Now, don't misunderstand: It seems beyond dispute that Bush -- candidate or President -- had a fundamental insight that Clinton -- adulterer or President -- lacked: If you keep wasting your time on small, ugly, inconsequential things, you'll never accomplish anything great. The story of 1993-2001 is nothing more than the story of a massive peace dividend unleashed as a result of the acts of 1981-1989, and a caretaker managing more or less nothing on his own, except a few things that fundamentally cheesed off his party's faithful, and and a handful of inconsequential things that enraged the faithful of his opponents. I say this not as a partisan, but as an honest observer: To what great accomplishment can William Jefferson Clinton point and say, I did that. Me. I wrested the direction of the country in the way I thought it should go, and for that, I am applauded, because I was right?
But behold the effect of playing an all-power lineup: A first term filled with landmark achievements, some awful, some great, some with a jury still trying to figure out who will be foreman; and a second term of strikeouts punctuated by a bare handful of home runs.

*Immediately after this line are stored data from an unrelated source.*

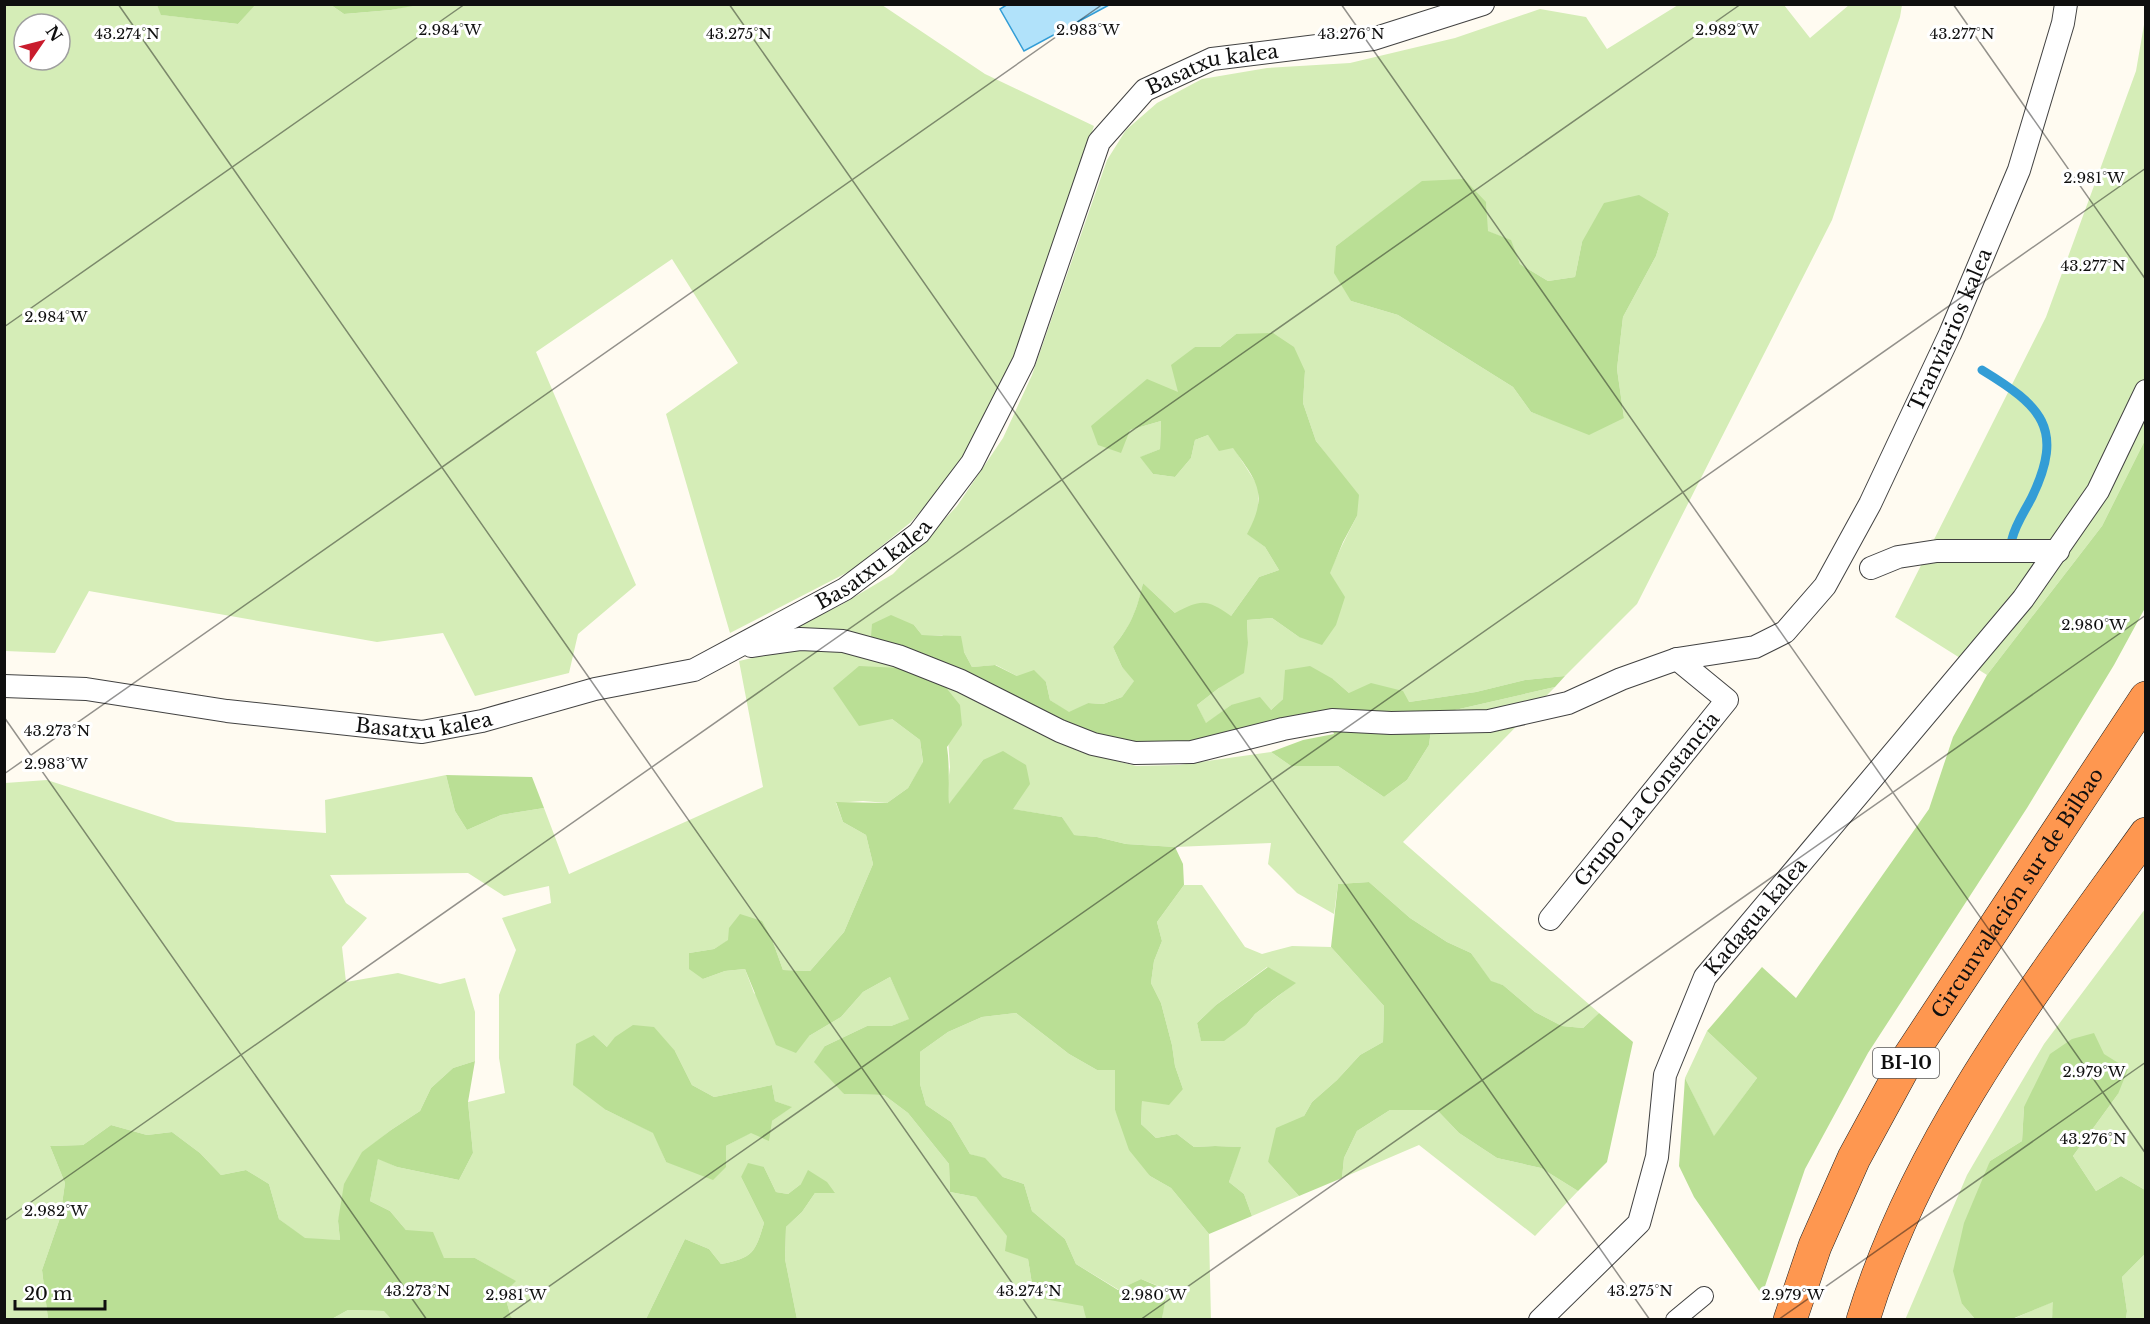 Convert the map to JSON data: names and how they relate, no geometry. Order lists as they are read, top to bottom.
{
  "streets": {
    "highway": ["Circunvalación sur de Bilbao", "BI-10"],
    "street": [
      "Basatxu kalea",
      "Tranviarios kalea",
      "Grupo La Constancia",
      "Kadagua kalea"
    ]
  },
  "crossings": [
    ["Tranviarios kalea", "Grupo La Constancia"]
  ],
  "scale_bar": "20 m",
  "north": "top right",
  "coordinates": [
    "2.984°W",
    "2.983°W",
    "2.982°W",
    "43.274°N",
    "43.275°N",
    "43.276°N",
    "43.277°N",
    "2.981°W",
    "2.980°W",
    "43.273°N",
    "2.979°W"
  ]
} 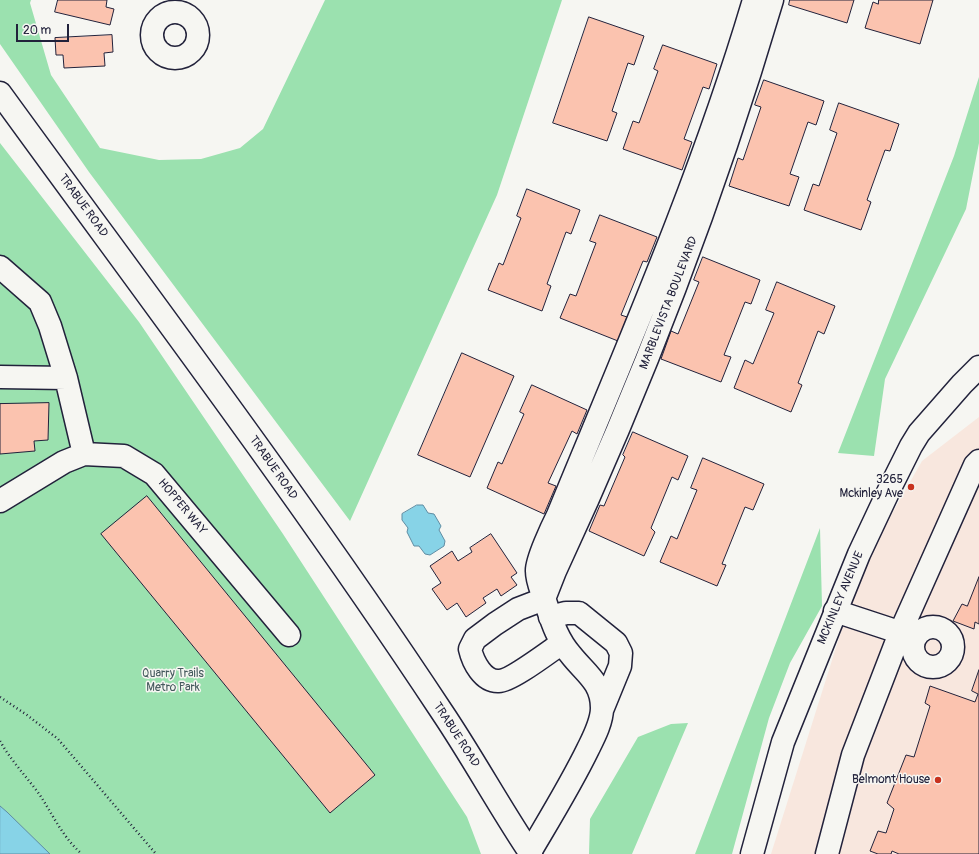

The fundamental insight that Candidate, and now President, Bush missed is this: Political capital, while assuredly not infinite, is not precisely finite either. It may be analogized to musculature: If you let it atrophy, you lose it; if you feed and use it, even minimally, you keep it. By failing to expend political capital on small things as well as great -- and there is a balance in this, to be sure -- the Bush administration is like the great warrior who felled his enemies with but a swing of his sword, and who has now gone to fat. He has lost his musculature because he so rarely uses it.
I would submit that in today's media environment, the only way to remain influential -- to retain political capital -- through two terms is to use what you have consistently, whether on offense or defense. Bush's failure to actually fire back at his opponents on a regular basis may or may not make him more noble, but it assuredly has left him enervated before them. Having been bludgeoned on social security reform, and lacking the quick musculature needed to fire back, this administration was gutted -- without basis in truth, but truth doesn't matter in politics or political perception -- by Katrina, and what came after. Lacking the will to constantly engage on the vital nature of the Iraq project, when the President elects to speak on it, he no longer commands a national audience, or even the opening clip on the evening news.
There is implicit in this the lurking suggestion that the modern media environment has made it impossible, or nearly so, to achieve a Presidency filled with great accomplishments; that 24/7 media and new media coverage has accomplished what a bloated bureaucracy could not, and has actually made it impossible for one man to stand successfully atop the Executive Branch. Perhaps this is true; perhaps not. That is something we will have to test with the next President, because the current one is -- sadly for those of us who remain fans of his -- pretty well done.